La maggioranza boccia la proposta in Consiglio comunale. I gruppi di minoranza fanno sentire la propria voce

«Con profonda amarezza e sincero rammarico esprimiamo il nostro disappunto per la decisione della maggioranza del Consiglio comunale di Latina di respingere la mozione per il riconoscimento simbolico dell’isola di Ventotene come Capitale ideale d’Europa». Così i gruppi consiliari di opposizione, firmatari dell’atto, dopo l’assise dello scorso 8 luglio.

La mozione mirava a valorizzare il ruolo storico, culturale e politico di Ventotene – parte integrante del territorio della provincia di Latina – quale luogo fondativo dell’ideale europeista nato dal celebre Manifesto per un’Europa libera e unita, scritto nel 1941 da Altiero Spinelli, Ernesto Rossi ed Eugenio Colorni durante il confino fascista.

«La nostra mozione – spiegano i consiglieri di Lbc, Pd, M5S e Per Latina 2032 – rappresentava una proposta alta, civile, visionaria. Era un’occasione per affermare che Latina non dimentica la lezione di Ventotene, né il suo legame profondo con la storia dell’Europa unita. La sua bocciatura da parte della maggioranza è un segnale triste, che lascia sgomenti».

«In un momento storico segnato da nuove guerre ai confini d’Europa, da spinte nazionaliste e dalla crisi della partecipazione democratica, riaffermare i valori del Manifesto di Ventotene significava rilanciare l’identità europea come progetto di pace, libertà e solidarietà».

Nato e scritto in uno dei momenti più bui della storia europea, al tempo del nazismo e fascismo, quando milioni di persone perdevano la vita nei numerosi processi di espansione e mentre si compiva la Shoah, in un clima di confino politico a Ventotene, nasce un documento che porta a una riflessione nuova, un percorso ardito, quello di desiderare un’Europa diversa, un’Europa che si apre alla collaborazione, al rispetto delle differenze e alla pacificazione.

«Stona la posizione netta di Fratelli d’Italia nel bocciare la mozione se pensiamo che già il Parlamento Europeo ha approvato il 28 aprile 2022 il riconoscimento di Ventotene come “capitale morale e intellettuale d’Europa”, su iniziativa dell’eurodeputato Salvatore De Meo di Forza Italia (e del collega spagnolo Ruiz Devesa)».

«La decisione della maggioranza di centrodestra di non sostenere questa iniziativa culturale e politica rappresenta, purtroppo, una grave occasione mancata per il nostro territorio, che avrebbe potuto parlare all’Europa con voce alta e coerente, in continuità anche con l’approvazione della stessa mozione votata all’unanimità nel Consiglio provinciale di Latina, in data 11 aprile 2025».

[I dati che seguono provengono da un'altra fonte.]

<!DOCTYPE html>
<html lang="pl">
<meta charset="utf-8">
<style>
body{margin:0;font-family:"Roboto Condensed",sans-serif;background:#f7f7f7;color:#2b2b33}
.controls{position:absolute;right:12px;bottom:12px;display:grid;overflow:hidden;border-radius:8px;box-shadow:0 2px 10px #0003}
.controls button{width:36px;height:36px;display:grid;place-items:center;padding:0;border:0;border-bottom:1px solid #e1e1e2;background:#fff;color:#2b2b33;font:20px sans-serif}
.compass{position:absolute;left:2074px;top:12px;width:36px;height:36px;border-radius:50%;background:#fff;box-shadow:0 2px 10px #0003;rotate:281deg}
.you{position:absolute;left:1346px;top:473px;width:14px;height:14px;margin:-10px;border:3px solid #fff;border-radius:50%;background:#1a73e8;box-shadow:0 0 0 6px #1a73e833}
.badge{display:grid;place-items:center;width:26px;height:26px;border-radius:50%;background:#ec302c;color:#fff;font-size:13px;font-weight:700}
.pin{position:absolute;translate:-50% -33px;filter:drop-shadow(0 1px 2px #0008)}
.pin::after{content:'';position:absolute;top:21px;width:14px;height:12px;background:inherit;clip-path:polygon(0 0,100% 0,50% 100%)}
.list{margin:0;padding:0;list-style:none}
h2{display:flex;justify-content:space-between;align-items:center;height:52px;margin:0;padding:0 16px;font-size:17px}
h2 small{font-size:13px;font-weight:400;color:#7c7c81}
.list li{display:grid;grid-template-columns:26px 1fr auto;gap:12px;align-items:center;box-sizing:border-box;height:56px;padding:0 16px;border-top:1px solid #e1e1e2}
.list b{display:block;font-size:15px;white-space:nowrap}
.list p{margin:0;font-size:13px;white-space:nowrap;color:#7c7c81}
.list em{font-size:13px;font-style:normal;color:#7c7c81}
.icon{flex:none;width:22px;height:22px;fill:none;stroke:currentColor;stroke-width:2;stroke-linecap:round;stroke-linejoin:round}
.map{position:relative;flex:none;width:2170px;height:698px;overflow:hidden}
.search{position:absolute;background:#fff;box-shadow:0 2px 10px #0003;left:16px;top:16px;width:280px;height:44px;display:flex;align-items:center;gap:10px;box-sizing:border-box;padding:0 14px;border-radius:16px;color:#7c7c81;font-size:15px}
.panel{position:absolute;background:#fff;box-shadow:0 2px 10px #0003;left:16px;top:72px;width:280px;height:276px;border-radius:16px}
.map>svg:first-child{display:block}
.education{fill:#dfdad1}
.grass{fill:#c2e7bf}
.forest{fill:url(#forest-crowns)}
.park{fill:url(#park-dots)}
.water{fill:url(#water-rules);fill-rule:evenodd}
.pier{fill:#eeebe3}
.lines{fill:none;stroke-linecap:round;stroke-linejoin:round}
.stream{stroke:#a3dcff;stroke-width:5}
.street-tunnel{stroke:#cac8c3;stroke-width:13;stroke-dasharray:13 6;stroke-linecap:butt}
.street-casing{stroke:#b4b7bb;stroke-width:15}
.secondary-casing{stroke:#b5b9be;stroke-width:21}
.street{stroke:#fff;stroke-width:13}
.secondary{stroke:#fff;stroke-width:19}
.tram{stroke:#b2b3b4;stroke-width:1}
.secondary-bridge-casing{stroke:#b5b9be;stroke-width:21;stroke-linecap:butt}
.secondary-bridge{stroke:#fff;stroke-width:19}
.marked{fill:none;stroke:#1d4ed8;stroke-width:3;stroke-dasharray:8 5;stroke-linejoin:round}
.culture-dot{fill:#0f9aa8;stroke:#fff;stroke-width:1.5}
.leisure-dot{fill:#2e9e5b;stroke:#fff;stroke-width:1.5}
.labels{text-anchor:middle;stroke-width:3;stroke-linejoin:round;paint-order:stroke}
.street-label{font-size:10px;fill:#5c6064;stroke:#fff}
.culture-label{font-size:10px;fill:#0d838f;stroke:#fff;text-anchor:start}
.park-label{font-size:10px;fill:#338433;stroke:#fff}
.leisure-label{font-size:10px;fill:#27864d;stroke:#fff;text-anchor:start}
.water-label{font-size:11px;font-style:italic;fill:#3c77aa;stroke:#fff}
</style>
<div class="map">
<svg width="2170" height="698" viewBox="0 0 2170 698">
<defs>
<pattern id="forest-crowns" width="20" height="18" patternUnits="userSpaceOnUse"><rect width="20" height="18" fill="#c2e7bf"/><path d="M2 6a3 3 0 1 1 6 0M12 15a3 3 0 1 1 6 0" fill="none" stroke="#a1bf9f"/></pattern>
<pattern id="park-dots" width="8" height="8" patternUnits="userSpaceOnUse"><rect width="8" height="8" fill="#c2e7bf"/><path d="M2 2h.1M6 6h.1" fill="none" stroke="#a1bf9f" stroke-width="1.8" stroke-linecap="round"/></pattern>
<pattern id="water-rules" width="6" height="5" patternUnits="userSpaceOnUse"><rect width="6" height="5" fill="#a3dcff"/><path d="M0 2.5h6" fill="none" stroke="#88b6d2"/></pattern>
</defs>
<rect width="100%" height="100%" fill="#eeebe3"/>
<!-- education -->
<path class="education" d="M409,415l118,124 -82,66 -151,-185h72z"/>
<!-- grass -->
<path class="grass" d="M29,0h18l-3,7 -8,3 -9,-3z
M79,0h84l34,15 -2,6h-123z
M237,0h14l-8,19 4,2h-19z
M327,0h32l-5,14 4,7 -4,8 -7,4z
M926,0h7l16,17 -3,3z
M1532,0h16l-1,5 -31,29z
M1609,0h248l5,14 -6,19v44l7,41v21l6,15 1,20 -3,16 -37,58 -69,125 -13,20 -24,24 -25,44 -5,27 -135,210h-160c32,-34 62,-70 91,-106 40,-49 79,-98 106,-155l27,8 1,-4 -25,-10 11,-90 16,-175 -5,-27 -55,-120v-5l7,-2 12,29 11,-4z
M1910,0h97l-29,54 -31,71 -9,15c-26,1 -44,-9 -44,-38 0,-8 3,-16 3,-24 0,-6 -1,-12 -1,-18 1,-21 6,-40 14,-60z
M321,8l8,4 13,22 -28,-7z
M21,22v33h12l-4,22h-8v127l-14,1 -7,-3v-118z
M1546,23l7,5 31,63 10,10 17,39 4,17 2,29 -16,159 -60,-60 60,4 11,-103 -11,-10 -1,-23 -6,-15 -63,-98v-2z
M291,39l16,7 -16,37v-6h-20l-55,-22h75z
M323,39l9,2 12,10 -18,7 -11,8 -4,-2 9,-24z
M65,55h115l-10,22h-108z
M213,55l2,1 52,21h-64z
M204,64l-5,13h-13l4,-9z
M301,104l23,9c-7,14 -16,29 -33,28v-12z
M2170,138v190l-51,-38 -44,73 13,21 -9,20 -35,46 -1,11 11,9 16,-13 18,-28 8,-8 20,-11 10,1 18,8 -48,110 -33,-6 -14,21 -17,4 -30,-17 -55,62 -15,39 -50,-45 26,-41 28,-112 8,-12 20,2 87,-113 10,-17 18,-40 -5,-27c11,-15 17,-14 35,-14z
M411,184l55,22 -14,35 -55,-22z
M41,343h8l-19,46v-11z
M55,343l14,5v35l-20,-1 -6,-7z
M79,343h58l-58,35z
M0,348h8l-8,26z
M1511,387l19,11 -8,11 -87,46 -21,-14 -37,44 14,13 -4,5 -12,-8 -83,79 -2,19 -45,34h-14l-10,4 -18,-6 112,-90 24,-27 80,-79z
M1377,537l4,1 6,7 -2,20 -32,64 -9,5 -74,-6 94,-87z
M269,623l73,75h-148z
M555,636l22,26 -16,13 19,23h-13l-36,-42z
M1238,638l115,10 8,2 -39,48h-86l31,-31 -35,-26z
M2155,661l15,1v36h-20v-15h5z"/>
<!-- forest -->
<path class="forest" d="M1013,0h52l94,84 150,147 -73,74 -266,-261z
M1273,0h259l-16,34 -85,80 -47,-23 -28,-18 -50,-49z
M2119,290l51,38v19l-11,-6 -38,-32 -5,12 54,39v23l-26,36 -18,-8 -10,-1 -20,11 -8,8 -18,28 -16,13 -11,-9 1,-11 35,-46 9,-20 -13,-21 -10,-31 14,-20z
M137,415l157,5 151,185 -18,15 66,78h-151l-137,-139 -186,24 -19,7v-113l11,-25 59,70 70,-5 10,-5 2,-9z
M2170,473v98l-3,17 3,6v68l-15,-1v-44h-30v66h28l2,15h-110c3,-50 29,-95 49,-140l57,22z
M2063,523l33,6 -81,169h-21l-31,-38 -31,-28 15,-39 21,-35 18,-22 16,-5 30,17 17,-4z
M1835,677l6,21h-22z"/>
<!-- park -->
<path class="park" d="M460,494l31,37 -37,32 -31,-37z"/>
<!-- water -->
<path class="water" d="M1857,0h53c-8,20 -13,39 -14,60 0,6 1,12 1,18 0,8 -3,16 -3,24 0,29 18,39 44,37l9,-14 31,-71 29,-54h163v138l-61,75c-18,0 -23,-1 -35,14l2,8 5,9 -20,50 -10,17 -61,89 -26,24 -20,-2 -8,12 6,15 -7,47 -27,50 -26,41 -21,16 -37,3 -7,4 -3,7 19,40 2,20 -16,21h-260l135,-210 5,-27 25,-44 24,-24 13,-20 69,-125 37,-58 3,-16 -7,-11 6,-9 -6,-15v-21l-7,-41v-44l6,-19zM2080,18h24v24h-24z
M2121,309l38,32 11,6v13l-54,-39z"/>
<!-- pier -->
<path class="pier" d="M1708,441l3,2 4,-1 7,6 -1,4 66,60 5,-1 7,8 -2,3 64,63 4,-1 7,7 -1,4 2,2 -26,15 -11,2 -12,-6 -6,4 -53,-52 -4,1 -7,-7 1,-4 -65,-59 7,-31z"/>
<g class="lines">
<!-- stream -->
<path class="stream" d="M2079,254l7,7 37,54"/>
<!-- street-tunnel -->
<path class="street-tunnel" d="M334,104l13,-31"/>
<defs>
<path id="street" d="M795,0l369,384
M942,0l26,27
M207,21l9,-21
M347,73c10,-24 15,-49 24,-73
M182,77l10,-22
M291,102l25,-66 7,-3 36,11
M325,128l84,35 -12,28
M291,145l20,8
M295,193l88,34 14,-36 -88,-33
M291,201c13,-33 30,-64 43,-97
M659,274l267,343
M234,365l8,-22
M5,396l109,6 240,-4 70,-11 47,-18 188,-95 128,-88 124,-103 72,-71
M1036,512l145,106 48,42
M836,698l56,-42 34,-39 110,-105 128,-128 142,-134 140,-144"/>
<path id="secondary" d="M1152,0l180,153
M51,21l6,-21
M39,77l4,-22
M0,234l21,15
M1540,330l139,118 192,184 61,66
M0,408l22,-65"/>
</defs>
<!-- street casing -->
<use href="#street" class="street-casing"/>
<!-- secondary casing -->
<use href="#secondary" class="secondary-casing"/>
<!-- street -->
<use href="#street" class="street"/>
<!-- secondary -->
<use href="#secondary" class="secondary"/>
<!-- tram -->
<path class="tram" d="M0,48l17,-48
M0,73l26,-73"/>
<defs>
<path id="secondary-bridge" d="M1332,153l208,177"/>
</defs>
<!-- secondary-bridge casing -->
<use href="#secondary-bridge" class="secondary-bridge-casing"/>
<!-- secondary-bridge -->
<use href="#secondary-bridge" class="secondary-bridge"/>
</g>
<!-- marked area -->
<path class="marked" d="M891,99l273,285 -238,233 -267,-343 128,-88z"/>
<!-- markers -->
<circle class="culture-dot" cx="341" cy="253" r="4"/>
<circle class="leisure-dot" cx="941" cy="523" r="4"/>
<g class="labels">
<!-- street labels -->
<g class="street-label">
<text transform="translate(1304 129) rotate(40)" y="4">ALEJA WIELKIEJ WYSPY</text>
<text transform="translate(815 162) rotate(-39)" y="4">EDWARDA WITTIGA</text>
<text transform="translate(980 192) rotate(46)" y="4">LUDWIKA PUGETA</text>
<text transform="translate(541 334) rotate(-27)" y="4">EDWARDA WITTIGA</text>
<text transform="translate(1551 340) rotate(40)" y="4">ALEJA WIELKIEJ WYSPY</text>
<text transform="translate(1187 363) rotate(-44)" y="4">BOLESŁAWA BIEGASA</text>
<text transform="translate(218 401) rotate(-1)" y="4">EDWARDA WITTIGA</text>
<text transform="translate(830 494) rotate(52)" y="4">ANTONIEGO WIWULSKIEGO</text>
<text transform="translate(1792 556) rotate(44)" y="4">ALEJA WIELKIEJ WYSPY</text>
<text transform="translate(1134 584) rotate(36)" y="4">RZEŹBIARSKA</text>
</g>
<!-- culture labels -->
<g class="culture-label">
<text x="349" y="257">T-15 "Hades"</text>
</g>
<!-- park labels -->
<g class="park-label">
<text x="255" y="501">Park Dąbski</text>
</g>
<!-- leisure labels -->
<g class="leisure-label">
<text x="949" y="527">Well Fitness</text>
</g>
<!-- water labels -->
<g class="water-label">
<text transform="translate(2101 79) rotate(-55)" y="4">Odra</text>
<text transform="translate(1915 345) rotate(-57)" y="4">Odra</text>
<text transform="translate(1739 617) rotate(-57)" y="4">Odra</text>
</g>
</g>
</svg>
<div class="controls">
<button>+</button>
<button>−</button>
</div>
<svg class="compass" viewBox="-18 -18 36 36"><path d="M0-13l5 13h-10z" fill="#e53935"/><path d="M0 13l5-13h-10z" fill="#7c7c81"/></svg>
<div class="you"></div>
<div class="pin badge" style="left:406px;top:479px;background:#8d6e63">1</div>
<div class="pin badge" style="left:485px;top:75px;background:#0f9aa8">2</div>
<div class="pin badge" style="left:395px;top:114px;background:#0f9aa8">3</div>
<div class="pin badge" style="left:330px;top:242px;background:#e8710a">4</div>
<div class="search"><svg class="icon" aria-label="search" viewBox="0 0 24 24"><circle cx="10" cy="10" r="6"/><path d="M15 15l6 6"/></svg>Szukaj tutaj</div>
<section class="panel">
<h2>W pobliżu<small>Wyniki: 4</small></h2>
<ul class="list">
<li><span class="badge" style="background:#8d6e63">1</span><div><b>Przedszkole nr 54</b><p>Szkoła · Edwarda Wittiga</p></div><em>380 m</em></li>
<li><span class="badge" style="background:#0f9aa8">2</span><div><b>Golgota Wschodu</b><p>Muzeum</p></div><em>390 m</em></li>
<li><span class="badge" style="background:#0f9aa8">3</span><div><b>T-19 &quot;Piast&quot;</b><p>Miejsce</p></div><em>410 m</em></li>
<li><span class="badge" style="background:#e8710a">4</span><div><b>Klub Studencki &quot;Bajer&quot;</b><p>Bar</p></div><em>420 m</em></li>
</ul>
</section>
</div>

«Ventotene è un simbolo che ci appartiene. Sta nel nostro mare, nella nostra memoria, nella nostra identità. Avremmo potuto dare un messaggio forte, invece si è scelta la via del silenzio. Ci auguriamo che questo gesto non chiuda il dibattito, ma al contrario lo alimenti nelle scuole, nelle biblioteche, nei luoghi della cultura, dove l’Europa continua a vivere come sogno e come responsabilità quotidiana».

«Citiamo il prezioso lavoro storico culturale svolto dal Movimento Federalista Europeo (MFE) fondato nel 1943 da Altiero Spinelli, il cui presidente attuale, Mario Leone, appartiene alla nostra comunità e con molto fervore, passione e determinazione organizza e promuove incontri per sensibilizzare i giovani sul tema dell’Europa Unita non solo economicamente, ma con tutti i valori connessi di democrazia e un percorso d’integrazione politica europea in cui la pace è ancora possibile. L’Europa non solo come una somma di stati, ma un progetto di civiltà condivisa».

«Vogliamo ringraziare la libreria storica “L’Ultima Spiaggia” presente nella piazza principale di Ventotene, fondata da Fabio Masi e la moglie Alessia nel 2001, entrambi di origine ventotenese che hanno aperto questa libreria indipendente, diventata un presidio culturale attivo».

«Per quanto ci riguarda, continueremo a sostenere con convinzione ogni iniziativa che promuova la memoria di Ventotene, il valore dell’unità europea e il ruolo culturale del nostro territorio nella storia dell’integrazione. La pace e il futuro si costruiscono insieme superando gli egoismi nazionali».